== Records supplied

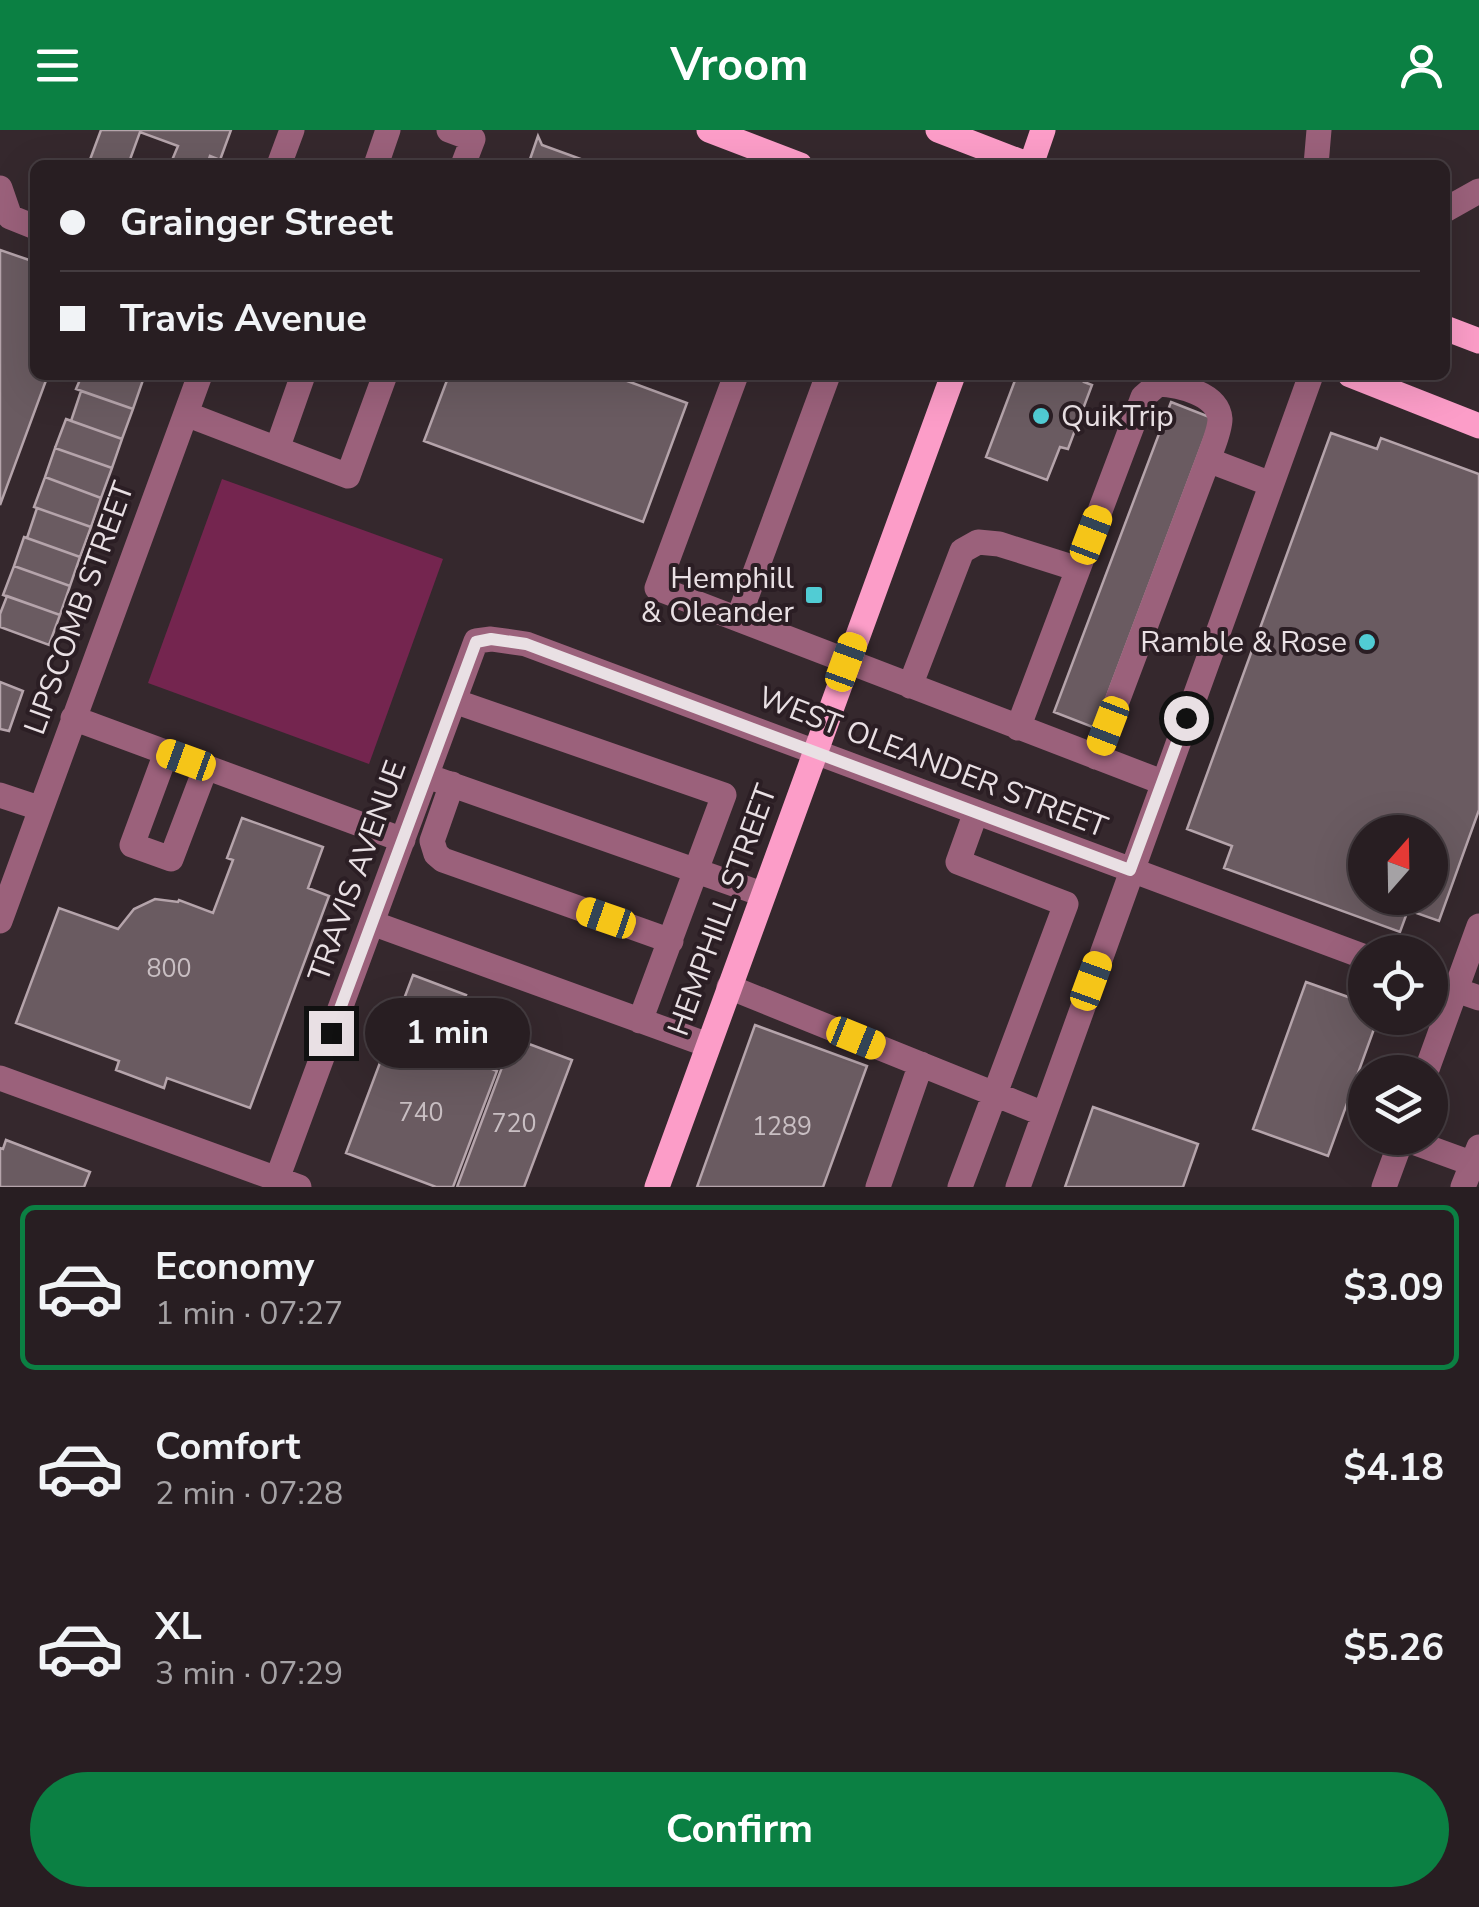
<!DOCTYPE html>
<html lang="en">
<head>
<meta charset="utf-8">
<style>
	:root { --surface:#281e22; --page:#342b2f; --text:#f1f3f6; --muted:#a5a2a5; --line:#443c40; --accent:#0b8043 }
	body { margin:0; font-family:"Nunito Sans",sans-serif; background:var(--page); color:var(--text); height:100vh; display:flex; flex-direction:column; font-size:38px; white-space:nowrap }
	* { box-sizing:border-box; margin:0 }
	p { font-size:32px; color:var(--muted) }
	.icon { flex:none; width:55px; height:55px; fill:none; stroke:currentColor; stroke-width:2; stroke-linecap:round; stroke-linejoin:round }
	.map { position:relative; height:1057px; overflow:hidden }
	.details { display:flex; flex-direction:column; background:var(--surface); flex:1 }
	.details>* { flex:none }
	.guide { position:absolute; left:30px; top:30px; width:1420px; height:220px; border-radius:15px; box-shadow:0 10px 40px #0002,0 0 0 2px var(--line); display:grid; align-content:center; height:220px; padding:0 30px; background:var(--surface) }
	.needle { width:65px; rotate:20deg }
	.controls { position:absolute; left:1348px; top:685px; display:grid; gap:20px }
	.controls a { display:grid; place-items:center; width:100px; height:100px; border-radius:50%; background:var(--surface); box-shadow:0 10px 40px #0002,0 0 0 2px var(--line); font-size:50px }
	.end { position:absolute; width:45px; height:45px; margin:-22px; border:12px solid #e9e0e4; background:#111; box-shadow:0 0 0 5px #111 }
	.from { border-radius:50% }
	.bubble { position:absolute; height:70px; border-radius:35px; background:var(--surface); box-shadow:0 10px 40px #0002,0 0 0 2px var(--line); font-size:32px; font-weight:700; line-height:70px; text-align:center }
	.car { position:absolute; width:30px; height:60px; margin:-30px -15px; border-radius:12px; box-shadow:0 0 8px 2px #0007; background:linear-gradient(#f5c518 24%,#345 0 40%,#f5c518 0 76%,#345 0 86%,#f5c518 0) }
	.guide b { display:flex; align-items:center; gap:35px; height:95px; font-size:38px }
	.guide b+b { border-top:2px solid var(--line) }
	.guide i { width:25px; height:25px; background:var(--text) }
	ul { padding:18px 0 0; list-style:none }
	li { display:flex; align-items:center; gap:30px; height:165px; margin:0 20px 15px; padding:0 10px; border:5px solid transparent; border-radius:15px }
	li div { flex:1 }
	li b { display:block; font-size:38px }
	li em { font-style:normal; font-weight:700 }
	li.selected { border-color:var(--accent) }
	li>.icon { width:90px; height:90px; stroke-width:1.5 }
	.cta { display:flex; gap:20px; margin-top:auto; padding:20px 30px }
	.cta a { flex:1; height:115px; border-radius:60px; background:var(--accent); color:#fff; font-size:40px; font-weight:700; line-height:115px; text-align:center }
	header { display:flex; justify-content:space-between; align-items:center; height:130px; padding:0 30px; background:var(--accent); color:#fff; font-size:45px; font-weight:700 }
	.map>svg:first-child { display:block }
	.green { fill:#74254f }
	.building { fill:#6a5b61; stroke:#b5a4ab; stroke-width:2.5; fill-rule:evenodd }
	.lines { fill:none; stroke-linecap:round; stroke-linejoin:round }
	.minor { stroke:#9b617b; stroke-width:25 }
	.major { stroke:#fc9dc8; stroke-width:25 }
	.route { stroke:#e9e0e4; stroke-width:12 }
	.poi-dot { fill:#51ccd4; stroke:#2b1e24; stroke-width:4 }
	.labels { text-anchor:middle; stroke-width:8; stroke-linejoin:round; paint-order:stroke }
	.number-label { font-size:25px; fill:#c9bfc3 }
	.poi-label { font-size:30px; fill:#e9e0e4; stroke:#2b1e24; text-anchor:end }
	.street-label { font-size:30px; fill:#e9e0e4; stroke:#2b1e24 }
</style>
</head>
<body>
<header><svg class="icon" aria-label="menu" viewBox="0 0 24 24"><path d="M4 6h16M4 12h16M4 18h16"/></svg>Vroom<svg class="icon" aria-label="person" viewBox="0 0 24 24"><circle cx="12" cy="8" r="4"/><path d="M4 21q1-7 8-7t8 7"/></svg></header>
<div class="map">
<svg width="1479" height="1057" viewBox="0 0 1479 1057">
	<rect width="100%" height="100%" fill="#35282d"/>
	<path class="green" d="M 222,349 L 443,429 L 369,634 L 148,553 Z"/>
	<path class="building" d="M 101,0 L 231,0 L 220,30 L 210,26 L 207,35 L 170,35 L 178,16 L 140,2 L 128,35 L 88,35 Z
		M 538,6 L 542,15 L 597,35 L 528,35 Z
		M 0,120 L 35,132 L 35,245 L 48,245 L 0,375 Z
		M 82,245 L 129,245 L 143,250 L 133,279 L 76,259 Z
		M 449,245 L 611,245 L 687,273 L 643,392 L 424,311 Z
		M 1017,245 L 1087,245 L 1084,252 L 1092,255 L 1068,319 L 1060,317 L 1047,350 L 986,327 Z
		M 81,261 L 133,279 L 122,309 L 71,291 Z
		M 1171,272 L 1212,288 L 1095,598 L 1054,582 Z
		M 66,289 L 122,309 L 112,338 L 55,318 Z
		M 1331,303 L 1377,319 L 1381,308 L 1479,344 L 1479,680 L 1439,791 L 1408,780 L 1400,802 L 1224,738 L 1232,716 L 1187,699 ZM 1365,702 L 1430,702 L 1430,768 L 1365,768 Z
		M 55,318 L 112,338 L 101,368 L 45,347 Z
		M 45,347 L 101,368 L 91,397 L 34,377 Z
		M 37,378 L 91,397 L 80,427 L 27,408 Z
		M 24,407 L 80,427 L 70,456 L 14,436 Z
		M 14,436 L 70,456 L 60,485 L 3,465 Z
		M 7,466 L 60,485 L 49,515 L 0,497 L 0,484 Z
		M 0,552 L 23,561 L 9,601 L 0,599 Z
		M 242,688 L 323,717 L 308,758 L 329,766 L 250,978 L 167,948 L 164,958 L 116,940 L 119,931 L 16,893 L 59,778 L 118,799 L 134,779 L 155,769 L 178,772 L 179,770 L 213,783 L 233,730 L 227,728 Z
		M 413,845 L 466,865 L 447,908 L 473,917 L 468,929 L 497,941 L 453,1057 L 436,1057 L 346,1023 Z
		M 1306,852 L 1365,873 L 1365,888 L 1378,888 L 1328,1026 L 1253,999 Z
		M 755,895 L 867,936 L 823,1057 L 697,1057 Z
		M 513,908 L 572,930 L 524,1057 L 457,1057 Z
		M 1093,977 L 1198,1014 L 1183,1057 L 1065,1057 Z
		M 6,1010 L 90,1042 L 84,1057 L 0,1057 L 0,1018 L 3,1019 Z"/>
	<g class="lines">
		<path class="minor" d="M 449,0 L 473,9 L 463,35
			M 279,35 L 292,0
			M 376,35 L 388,0
			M 1316,35 L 1319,0
			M 0,58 L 10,87 L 35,97
			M 1445,80 L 1479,61
			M 736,245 L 657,458 L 1162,652
			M 186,284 L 348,346 L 385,245
			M 277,319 L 303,245
			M 738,489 L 828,245
			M 910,556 L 962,421 L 978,412 L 999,414 L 1078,439
			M 454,571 L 724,665 L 640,891
			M 73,588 L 403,710
			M 1018,598 L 1143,267 L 1158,254 C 1178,255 1218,263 1220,289 C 1220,301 1212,318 1208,330
			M 166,623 L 132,715 L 171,729 L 206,637
			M 1096,627 L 1208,330 L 1271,354
			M 427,646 L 762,764
			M 452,654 L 432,711 L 436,724 L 443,730 L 671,811
			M 0,665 L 39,678
			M 0,791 L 200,245
			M 372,793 L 708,915
			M 1430,851 L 1479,868
			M 729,857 L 1044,984
			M 1426,942 L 1479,796
			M 0,948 L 299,1057
			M 1402,1008 L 1479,1036
			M 277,1049 L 476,511 L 491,509 L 526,514 L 1365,827
			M 878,1057 L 921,934
			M 960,1057 L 1066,774 L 958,732 L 976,682
			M 1018,1057 L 1311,245
			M 1384,1057 L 1402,1008
			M 1463,1057 L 1479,1017"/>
		<path class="major" d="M 709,0 L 800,35
			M 938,0 L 1029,35
			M 1031,35 L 1043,0
			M 1445,198 L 1479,211
			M 1350,245 L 1479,296
			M 657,1057 L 953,245"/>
	</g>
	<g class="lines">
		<path class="route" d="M 331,903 L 476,512 L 491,509 L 526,514 L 1130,740 L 1186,588"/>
	</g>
	<g class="poi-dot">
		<circle cx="1041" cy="286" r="10"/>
		<rect x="804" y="455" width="20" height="20" rx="5"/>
		<circle cx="1367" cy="512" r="10"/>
	</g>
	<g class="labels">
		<g class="number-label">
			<text x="169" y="847">800</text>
			<text x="421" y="991">740</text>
			<text x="514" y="1002">720</text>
			<text x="782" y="1005">1289</text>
		</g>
		<g class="poi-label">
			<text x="1061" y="296" text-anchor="start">QuikTrip</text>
			<text x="794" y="458">Hemphill<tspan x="794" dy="34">&amp; Oleander</tspan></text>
			<text x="1347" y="522">Ramble &amp; Rose</text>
		</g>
		<g class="street-label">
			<text transform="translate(79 478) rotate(-70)" y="10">LIPSCOMB STREET</text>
			<text transform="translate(933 632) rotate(21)" y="10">WEST OLEANDER STREET</text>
			<text transform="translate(357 741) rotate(-70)" y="10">TRAVIS AVENUE</text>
			<text transform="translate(722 780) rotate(-70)" y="10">HEMPHILL STREET</text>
		</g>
	</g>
</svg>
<div class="controls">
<a><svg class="needle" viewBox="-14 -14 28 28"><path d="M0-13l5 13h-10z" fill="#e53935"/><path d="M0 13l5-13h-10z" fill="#a5a2a5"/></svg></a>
<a><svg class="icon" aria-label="locate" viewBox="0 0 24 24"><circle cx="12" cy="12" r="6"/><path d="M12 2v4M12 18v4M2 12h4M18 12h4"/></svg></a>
<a><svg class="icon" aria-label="layers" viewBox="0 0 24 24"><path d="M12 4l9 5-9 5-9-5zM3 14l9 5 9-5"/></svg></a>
</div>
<i class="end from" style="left:1186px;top:588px"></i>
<i class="end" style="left:331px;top:903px"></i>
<div class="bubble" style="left:365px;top:868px;width:165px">1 min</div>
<i class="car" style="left:1091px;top:405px;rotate:21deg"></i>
<i class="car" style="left:846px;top:532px;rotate:20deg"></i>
<i class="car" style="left:1108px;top:596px;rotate:201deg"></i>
<i class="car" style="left:186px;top:630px;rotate:290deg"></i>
<i class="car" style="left:606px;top:788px;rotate:289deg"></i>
<i class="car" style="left:1091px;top:851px;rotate:20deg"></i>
<i class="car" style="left:856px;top:908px;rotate:112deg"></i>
<div class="guide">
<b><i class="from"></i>Grainger Street</b>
<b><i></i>Travis Avenue</b>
</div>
</div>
<section class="details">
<ul>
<li class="selected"><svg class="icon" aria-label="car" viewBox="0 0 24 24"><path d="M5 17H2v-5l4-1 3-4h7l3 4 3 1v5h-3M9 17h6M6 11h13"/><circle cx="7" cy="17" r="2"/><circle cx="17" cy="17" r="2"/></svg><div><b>Economy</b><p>1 min · 07:27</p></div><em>$3.09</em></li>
<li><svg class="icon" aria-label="car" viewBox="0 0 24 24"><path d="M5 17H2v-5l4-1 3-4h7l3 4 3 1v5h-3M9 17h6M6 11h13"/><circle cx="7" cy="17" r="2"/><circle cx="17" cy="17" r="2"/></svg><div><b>Comfort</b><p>2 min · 07:28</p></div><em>$4.18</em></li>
<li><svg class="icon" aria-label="car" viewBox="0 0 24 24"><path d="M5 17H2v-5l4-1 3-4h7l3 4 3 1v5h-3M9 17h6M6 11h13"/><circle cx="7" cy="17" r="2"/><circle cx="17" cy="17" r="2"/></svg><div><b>XL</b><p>3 min · 07:29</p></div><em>$5.26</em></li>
</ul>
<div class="cta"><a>Confirm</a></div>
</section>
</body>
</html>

====

- _Problem requirements_: Wherever the word "controls" turns up in the records, copy out the line it is on.

- _Response area_:
	.controls { position:absolute; left:1348px; top:685px; display:grid; gap:20px }
	.controls a { display:grid; place-items:center; width:100px; height:100px; border-radius:50%; background:var(--surface); box-shadow:0 10px 40px #0002,0 0 0 2px var(--line); font-size:50px }
<div class="controls">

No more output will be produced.